Potholes and asphalt

OK, first of all, this is not going to be the “where does the pothole stuff go?” question. It’s better! :slight_smile:

What I’d like to know is: Why don’t rolling road crews ever tamp down the asphalt they dump in the little potholes?

All I’ve ever seen them do is Sloppily throw a shovel full of the stuff somewhere in the direction of the hole and expect you (in your nice shiny new car) to drive over it and basically make the asphalt pile explode!

It would only take an extra second to pat it down. Tap. There! All done!

Needless to say I’m probably biased towards any answer an actual construction worker would give unless it’s laziness. :wink:

Because if they made it level, it’d soon be compressed so that the pothole would reappear, although not as deep.

The crew is basically putting excess in the hole. Then traffic will press it in until it’s level, and the excess will fill all the nooks and crannies of the original pothole.

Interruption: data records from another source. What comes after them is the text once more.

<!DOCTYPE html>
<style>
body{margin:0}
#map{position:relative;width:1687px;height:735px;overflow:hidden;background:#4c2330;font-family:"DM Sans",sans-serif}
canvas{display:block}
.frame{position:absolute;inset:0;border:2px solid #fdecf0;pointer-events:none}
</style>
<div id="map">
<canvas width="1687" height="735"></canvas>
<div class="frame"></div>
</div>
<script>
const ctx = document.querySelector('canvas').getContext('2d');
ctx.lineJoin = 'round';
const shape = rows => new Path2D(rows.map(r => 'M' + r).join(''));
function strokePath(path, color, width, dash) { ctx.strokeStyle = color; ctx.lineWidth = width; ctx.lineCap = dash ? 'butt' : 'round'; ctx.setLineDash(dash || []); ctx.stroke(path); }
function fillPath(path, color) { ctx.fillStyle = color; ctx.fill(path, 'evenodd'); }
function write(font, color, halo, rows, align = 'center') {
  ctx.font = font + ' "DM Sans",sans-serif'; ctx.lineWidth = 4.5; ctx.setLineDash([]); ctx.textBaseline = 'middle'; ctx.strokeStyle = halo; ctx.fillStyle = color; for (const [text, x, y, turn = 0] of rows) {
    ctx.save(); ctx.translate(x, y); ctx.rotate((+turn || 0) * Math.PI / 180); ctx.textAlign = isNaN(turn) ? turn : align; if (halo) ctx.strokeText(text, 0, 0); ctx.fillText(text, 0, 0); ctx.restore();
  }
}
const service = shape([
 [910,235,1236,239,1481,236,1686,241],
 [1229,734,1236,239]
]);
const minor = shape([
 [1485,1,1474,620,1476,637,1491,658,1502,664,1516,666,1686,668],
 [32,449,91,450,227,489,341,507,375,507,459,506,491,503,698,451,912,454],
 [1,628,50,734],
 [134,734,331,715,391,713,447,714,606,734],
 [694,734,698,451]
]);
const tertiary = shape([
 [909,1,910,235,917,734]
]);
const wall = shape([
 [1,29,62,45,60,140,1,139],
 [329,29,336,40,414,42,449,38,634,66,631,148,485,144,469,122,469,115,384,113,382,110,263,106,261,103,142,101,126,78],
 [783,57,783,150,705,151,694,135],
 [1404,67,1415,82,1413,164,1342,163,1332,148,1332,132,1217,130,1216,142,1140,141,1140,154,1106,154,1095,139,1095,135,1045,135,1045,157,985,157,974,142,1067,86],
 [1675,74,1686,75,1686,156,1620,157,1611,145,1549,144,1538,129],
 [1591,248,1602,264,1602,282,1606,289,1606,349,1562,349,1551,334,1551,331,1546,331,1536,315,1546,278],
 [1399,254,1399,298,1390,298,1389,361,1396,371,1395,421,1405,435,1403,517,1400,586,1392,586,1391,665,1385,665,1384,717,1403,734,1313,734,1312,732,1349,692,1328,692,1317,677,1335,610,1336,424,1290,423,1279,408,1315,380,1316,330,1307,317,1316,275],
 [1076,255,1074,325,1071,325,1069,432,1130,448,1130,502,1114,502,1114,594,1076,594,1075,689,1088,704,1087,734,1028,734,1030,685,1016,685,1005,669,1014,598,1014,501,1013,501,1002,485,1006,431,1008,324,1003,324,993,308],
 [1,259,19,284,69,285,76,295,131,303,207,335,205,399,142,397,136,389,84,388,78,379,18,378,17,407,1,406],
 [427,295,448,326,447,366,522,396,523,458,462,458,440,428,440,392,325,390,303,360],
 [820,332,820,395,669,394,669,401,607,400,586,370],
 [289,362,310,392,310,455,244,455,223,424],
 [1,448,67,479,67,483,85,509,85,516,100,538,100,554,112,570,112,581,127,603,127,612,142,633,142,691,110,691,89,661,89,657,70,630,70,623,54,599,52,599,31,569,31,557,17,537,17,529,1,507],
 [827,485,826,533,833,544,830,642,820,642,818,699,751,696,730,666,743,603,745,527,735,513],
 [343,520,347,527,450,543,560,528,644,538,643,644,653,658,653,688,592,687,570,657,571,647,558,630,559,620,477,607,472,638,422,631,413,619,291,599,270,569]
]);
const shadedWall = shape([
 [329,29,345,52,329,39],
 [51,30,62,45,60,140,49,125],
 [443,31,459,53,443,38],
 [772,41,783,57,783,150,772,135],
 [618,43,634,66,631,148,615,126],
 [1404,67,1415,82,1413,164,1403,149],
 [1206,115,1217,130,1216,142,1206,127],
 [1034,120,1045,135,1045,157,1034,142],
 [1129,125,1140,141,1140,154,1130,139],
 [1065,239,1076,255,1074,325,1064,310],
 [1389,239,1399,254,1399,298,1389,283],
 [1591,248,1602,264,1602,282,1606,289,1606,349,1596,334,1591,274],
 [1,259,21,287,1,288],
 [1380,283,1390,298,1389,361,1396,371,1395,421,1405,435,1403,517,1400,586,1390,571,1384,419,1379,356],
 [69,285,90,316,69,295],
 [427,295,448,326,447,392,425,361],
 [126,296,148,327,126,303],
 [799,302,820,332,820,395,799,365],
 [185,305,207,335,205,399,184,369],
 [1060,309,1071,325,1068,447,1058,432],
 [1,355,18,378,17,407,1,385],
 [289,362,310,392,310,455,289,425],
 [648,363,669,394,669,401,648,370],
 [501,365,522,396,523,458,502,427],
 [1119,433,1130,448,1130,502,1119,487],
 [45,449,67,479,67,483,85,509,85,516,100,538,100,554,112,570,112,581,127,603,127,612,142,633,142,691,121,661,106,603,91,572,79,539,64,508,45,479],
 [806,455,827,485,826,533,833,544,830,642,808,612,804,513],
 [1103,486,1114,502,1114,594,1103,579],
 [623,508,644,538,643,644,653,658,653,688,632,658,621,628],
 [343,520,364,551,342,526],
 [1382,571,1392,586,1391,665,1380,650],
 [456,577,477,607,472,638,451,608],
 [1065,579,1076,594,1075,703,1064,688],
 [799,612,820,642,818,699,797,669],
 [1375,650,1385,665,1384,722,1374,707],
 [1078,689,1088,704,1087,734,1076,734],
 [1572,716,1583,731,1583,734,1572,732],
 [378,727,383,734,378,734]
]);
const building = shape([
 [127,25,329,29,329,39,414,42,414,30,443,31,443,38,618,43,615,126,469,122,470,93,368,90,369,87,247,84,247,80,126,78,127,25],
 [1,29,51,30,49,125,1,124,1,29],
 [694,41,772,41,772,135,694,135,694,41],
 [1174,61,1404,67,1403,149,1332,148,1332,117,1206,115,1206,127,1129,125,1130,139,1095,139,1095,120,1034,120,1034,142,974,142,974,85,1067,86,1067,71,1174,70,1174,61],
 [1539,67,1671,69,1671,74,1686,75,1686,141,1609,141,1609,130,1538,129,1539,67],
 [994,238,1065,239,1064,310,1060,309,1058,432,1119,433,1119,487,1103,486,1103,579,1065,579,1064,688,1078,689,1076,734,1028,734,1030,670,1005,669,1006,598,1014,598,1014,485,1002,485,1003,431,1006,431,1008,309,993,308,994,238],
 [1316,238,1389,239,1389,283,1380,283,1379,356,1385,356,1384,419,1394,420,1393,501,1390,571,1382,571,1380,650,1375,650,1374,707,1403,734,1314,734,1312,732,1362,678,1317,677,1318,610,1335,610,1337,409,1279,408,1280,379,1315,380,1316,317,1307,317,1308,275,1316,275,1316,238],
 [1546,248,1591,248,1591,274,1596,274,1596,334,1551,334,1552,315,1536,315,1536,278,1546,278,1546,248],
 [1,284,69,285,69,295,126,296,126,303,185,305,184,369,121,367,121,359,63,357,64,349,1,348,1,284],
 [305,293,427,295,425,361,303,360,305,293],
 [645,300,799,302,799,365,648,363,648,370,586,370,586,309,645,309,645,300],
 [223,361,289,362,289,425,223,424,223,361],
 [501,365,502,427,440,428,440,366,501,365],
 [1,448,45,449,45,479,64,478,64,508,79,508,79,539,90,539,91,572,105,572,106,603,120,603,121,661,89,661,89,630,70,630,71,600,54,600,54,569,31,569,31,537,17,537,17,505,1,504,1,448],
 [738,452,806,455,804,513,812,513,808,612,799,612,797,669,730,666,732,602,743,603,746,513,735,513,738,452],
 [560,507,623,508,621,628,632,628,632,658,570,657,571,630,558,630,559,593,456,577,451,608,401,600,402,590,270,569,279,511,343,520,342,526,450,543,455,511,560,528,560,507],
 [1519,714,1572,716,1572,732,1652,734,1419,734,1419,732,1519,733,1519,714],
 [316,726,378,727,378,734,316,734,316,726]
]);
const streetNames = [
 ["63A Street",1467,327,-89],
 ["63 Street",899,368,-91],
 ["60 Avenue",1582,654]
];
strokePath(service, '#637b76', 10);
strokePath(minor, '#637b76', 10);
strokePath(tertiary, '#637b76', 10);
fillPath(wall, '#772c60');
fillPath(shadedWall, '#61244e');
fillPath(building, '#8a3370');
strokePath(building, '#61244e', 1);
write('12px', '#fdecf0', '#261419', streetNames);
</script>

What you are probably seeing is only a temporary “cold” patch. No ammount of tamping or packing is going to make any real difference. They’re only meant to last for a month or two (why it then takes a year or more to do a permanent repair is another topic).

For a permanent repair, a square area, about a foot larger than the hole is cut out of the roadway, and new, hot ashpalt is poured in and properly finished. When done correctly, the repair is hard to detect.

"It would only take an extra second to pat it down. Tap. There! All done! "

A 500 pound rubber sledge hammer traveling at 35 miles an hour (AKA a car tire) probably does a better job of tamping things down than can be achieved with a hand shovel.